A Democratic Revolution will Prevent Not Promote Russia’s Disintegration, Ikhlov Says


Paul Goble

            Staunton, March 27 – One of Vladimir Putin’s primary justifications for his authoritarian approach is that it is the only way to prevent the further disintegration of the country centered on Moscow, a view that is accepted by many Russians and by many commentators because of the role democracy played in the demise of the USSR.

            What is especially unfortunate is that many of those who identify themselves as opponents of the Putin regime either accept or at least do not challenge this proposition directly, despite the fact that many countries around the world have become more integrated rather than less as a result of democratization.

            Fortunately, ever more members of the opposition camp in Russia are beginning to make the argument that, as Yevgeny Ikhlov says, there is no reason to expect that Russia will fall into pieces in the event of a democratic revolution despite the scare tactics of the Kremlin. Only by making that argument can the opposition hope to gain more support among Russians.
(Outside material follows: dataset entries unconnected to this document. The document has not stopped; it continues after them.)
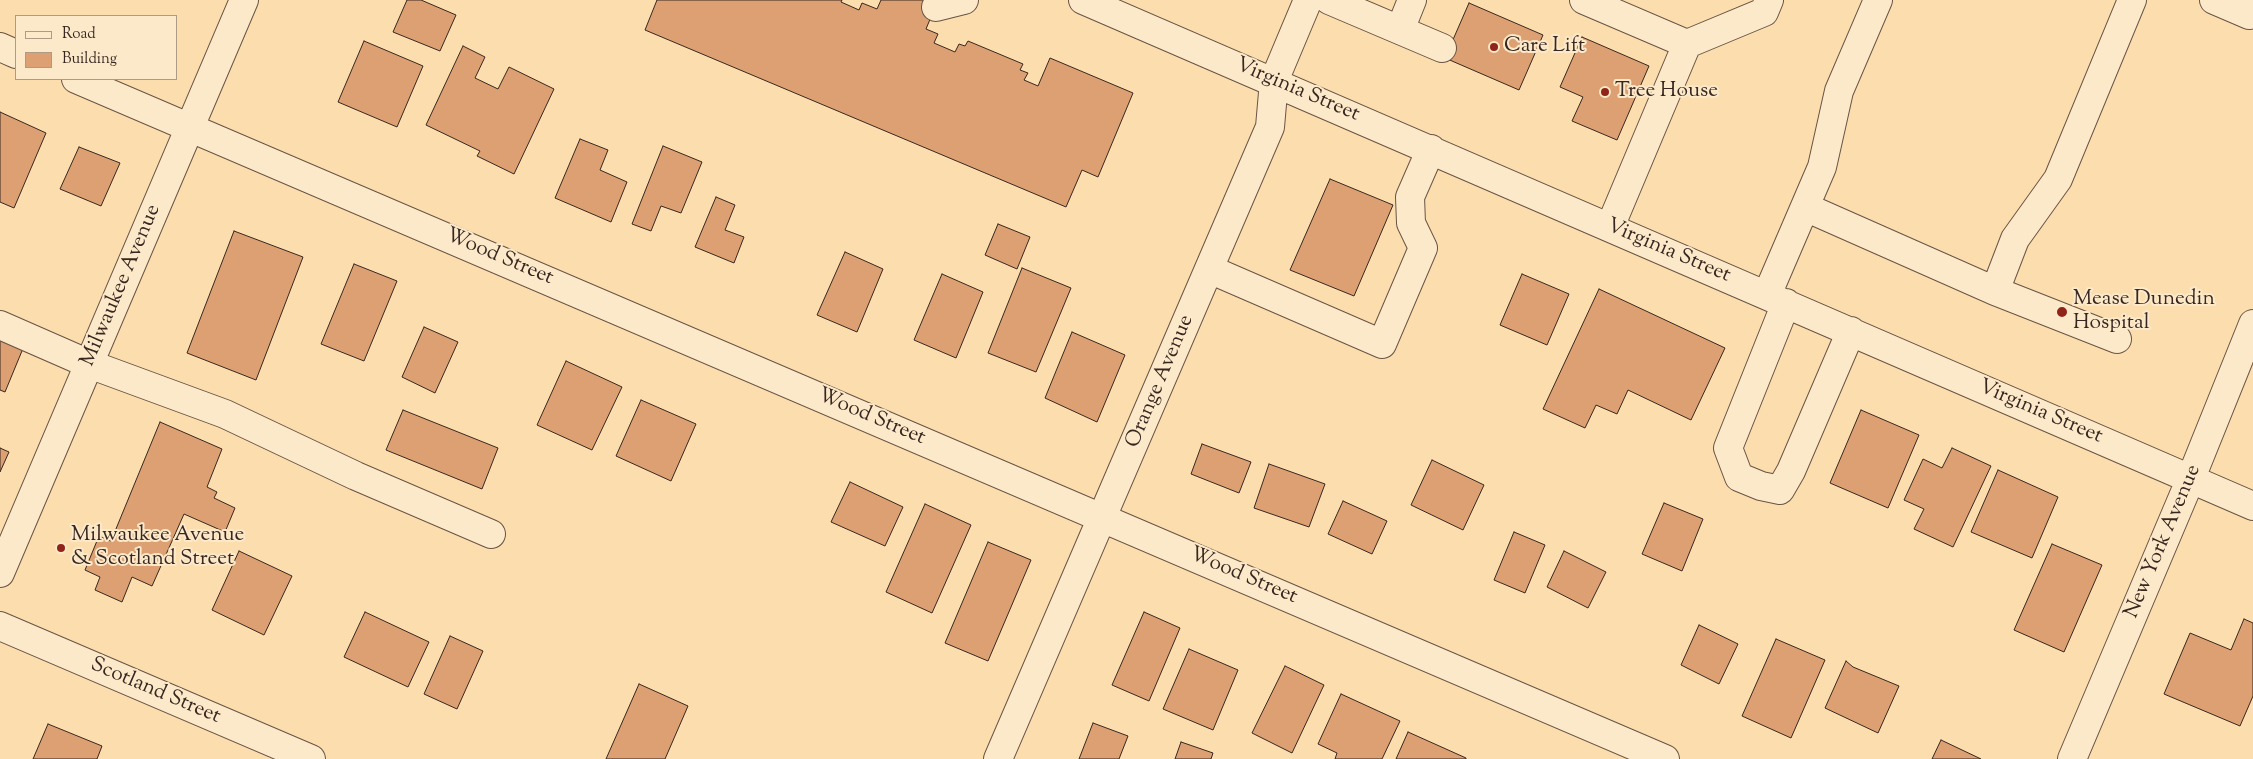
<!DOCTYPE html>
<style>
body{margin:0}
#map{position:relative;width:2253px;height:759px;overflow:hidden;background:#fbddae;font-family:"Sorts Mill Goudy",serif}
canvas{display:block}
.legend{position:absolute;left:15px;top:15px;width:162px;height:65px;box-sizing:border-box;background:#fce9ca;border:1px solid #ae9b86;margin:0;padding:6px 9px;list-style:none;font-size:15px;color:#382720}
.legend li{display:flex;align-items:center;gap:10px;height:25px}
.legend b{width:25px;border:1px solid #ae9b86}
</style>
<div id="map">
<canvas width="2253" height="759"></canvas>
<ul class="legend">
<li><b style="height:6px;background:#fce9ca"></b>Road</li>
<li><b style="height:14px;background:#dda072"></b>Building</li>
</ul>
</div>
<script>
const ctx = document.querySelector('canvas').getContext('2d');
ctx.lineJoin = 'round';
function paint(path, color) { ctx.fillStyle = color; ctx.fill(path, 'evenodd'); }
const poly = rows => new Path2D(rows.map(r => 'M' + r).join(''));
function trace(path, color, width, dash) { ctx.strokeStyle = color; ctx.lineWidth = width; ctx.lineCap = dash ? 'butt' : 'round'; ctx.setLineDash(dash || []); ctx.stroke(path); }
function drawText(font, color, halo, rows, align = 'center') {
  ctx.font = font + ' "Sorts Mill Goudy",serif'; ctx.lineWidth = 4; ctx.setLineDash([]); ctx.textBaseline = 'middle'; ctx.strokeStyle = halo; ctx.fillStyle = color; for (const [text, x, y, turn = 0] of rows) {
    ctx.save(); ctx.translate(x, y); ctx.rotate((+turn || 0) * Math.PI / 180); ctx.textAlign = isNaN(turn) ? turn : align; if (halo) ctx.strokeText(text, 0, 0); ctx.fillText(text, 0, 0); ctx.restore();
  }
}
const building = poly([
 [407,0,421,0,456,15,440,51,393,32,407,0],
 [657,0,842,0,841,2,859,10,862,3,877,9,881,0,938,0,926,29,938,34,934,43,955,52,959,44,965,46,968,41,1023,64,1020,70,1028,73,1024,80,1038,86,1050,58,1133,93,1098,177,1082,170,1066,207,645,30,657,0],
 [1469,3,1543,35,1519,90,1445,58,1469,3],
 [1582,37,1649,66,1617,140,1572,121,1583,97,1560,87,1582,37],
 [364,41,423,66,397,127,338,102,364,41],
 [463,46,485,57,475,78,498,89,509,67,554,89,514,174,477,156,480,151,426,125,463,46],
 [0,112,46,133,14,208,0,202,0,112],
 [580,139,608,150,600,170,627,182,611,222,555,198,580,139],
 [663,146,702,162,681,213,661,206,651,231,632,224,663,146],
 [79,147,120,163,101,206,60,189,79,147],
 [1330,179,1393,205,1354,296,1290,270,1330,179],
 [716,197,735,205,725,230,744,237,734,263,695,247,716,197],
 [998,224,1030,237,1017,269,985,255,998,224],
 [234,231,303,257,256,380,187,353,234,231],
 [845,252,883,269,857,332,817,315,845,252],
 [354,264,397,281,364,361,321,344,354,264],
 [1022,268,1071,288,1036,372,988,353,1022,268],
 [942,274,983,292,956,358,914,340,942,274],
 [1522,274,1569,294,1547,345,1500,325,1522,274],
 [1599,289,1725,348,1691,420,1628,390,1617,414,1596,405,1585,428,1543,409,1599,289],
 [424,327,458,342,435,393,402,377,424,327],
 [1072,332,1125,355,1097,422,1045,398,1072,332],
 [0,335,24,346,5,392,0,390,0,335],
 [566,361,622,387,592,450,537,425,566,361],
 [641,400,696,424,671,481,616,456,641,400],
 [403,410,498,448,482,489,386,450,403,410],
 [1861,410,1919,435,1888,508,1830,483,1861,410],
 [160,422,222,449,207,487,217,492,214,498,235,508,225,532,184,514,152,586,132,577,122,602,95,590,100,577,85,570,99,536,111,541,160,422],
 [1202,444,1251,462,1239,493,1191,474,1202,444],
 [0,448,9,452,0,472,0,448],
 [1952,448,1991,466,1953,547,1914,529,1924,509,1904,500,1923,459,1942,468,1952,448],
 [1432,460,1484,485,1463,530,1411,505,1432,460],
 [1269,464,1325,484,1309,527,1254,508,1269,464],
 [1998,470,2058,497,2032,558,1971,532,1998,470],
 [850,482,903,507,885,546,831,522,850,482],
 [1343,501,1387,521,1372,554,1328,534,1343,501],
 [1664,503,1703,519,1682,571,1642,554,1664,503],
 [925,504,971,525,932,613,886,592,925,504],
 [1514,532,1545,545,1525,593,1494,580,1514,532],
 [988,542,1031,560,988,661,945,643,988,542],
 [2052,544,2102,565,2064,652,2014,630,2052,544],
 [239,551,292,576,264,635,212,610,239,551],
 [1564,551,1606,572,1588,608,1547,587,1564,551],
 [365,612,429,642,408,687,344,657,365,612],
 [1144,612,1180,628,1149,701,1112,685,1144,612],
 [2244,619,2253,623,2253,696,2240,726,2164,694,2190,633,2231,650,2244,619],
 [1699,625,1738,644,1719,684,1681,665,1699,625],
 [450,636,483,651,457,709,424,694,450,636],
 [1776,639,1825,660,1791,738,1742,716,1776,639],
 [1189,649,1238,670,1213,730,1163,709,1189,649],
 [1846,661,1853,667,1899,686,1878,733,1825,708,1846,661],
 [1285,666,1324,685,1292,753,1252,733,1285,666],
 [639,684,688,706,665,759,606,759,639,684],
 [1341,694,1400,721,1382,759,1335,759,1337,753,1318,744,1341,694],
 [1093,723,1128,736,1119,759,1079,759,1093,723],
 [48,724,102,746,97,759,33,759,48,724],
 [1408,732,1466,758,1466,759,1396,759,1408,732],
 [1941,740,1981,759,1932,759,1941,740],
 [1181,742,1213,753,1211,759,1175,759,1181,742]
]);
paint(building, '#dda072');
trace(building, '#382720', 1);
const minor = poly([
 [1083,0,2253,506],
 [1329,0,1442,48],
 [1584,0,1687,44],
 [2214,0,2249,15,2253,6],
 [936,7,964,0],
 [1400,30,1412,0],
 [0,47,16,54],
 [76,79,1665,759],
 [1805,207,1995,291,2117,339],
 [1610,227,1687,44,1764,12,1769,0],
 [1209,269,1382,344,1423,248,1411,223,1410,197,1431,149],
 [1995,291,2015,239,2058,179,2132,0],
 [1767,295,1822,167,1839,91,1878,0],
 [1786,303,1728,448,1739,477,1761,486,1780,490,1791,471,1851,331],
 [0,325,89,364,225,414,356,476,491,534],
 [0,573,244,0],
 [0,626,311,759],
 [998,759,1270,127,1274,81,1308,0],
 [2072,759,2191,478,2253,324]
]);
trace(minor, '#695444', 30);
trace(minor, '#fce9ca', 28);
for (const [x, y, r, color] of [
 [1494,47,5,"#8f2418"],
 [1605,92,5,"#8f2418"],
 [2062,312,6,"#8f2418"],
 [61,548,5,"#8f2418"]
]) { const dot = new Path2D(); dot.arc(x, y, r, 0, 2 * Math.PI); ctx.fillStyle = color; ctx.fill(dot); trace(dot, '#fce9ca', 2); }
drawText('21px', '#382720', '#fce9ca', [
 ["Care Lift",1504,47],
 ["Tree House",1615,92],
 ["Mease Dunedin",2073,300],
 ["Hospital",2073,324],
 ["Milwaukee Avenue",71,536],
 ["& Scotland Street",71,560]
], 'left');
drawText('21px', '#382720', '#fce9ca', [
 ["Virginia Street",1297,91,23],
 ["Virginia Street",1668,252,23],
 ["Wood Street",499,258,23],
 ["Milwaukee Avenue",122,286,-67],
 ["Orange Avenue",1161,382,-67],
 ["Virginia Street",2040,413,23],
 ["Wood Street",871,418,23],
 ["New York Avenue",2164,542,-67],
 ["Wood Street",1243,577,23],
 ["Scotland Street",155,692,23]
]);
</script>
            Writing on the Kasparov portal, the Moscow commentator makes a five-part argument in support of this argument (kasparov.ru/material.php?id=5C98DFB9C5A49):

First, “political nations do not fall apart.” Russia does not yet have one because it has not undergone the kind of revolutions that could produce one.  The falling away of “peripheral provinces with ethnic minorities who consider their provinces ‘countries’ cannot be considered a disintegration of the state.”

Second, “a democratic revolution which creates a political nation is a ‘bourgeois’ revolution (in the Marxist tradition), that is, one anti-feudal and anti-absolute in its social-historical essence.”

Third, an anti-feudal revolution is one in which “a ‘vertical’ identity (we are included in a single social order) to a ‘horizontal’ one (e are together because we are part of a cultural-historical unity).”

            Fourth, “even a rightwing nationalist revolution (in other words, ‘fascism’) in a post-Putin Russia ill be anti-feudal and anti-absolutists because it will create a political nation.”

            And fifth, “in the manner of agrarian reforms, the construction of a political nation can occur in to ways, ‘the American’ or ‘the Prussian,” that is, at the outset e ill have either a non-ethnic Russian political nation or an ethnic Russian political nation.”  In either case, disintegration is unlikely.

            Consequently, Ikhlov argues, “after a successful democratic revolution, Russia will not be able to fall into pieces (in the general understanding of this scenario, into several Russian states included or not in some kind of confederation); and even a hypothetical civil war” would ultimately unify rather than divide the nation.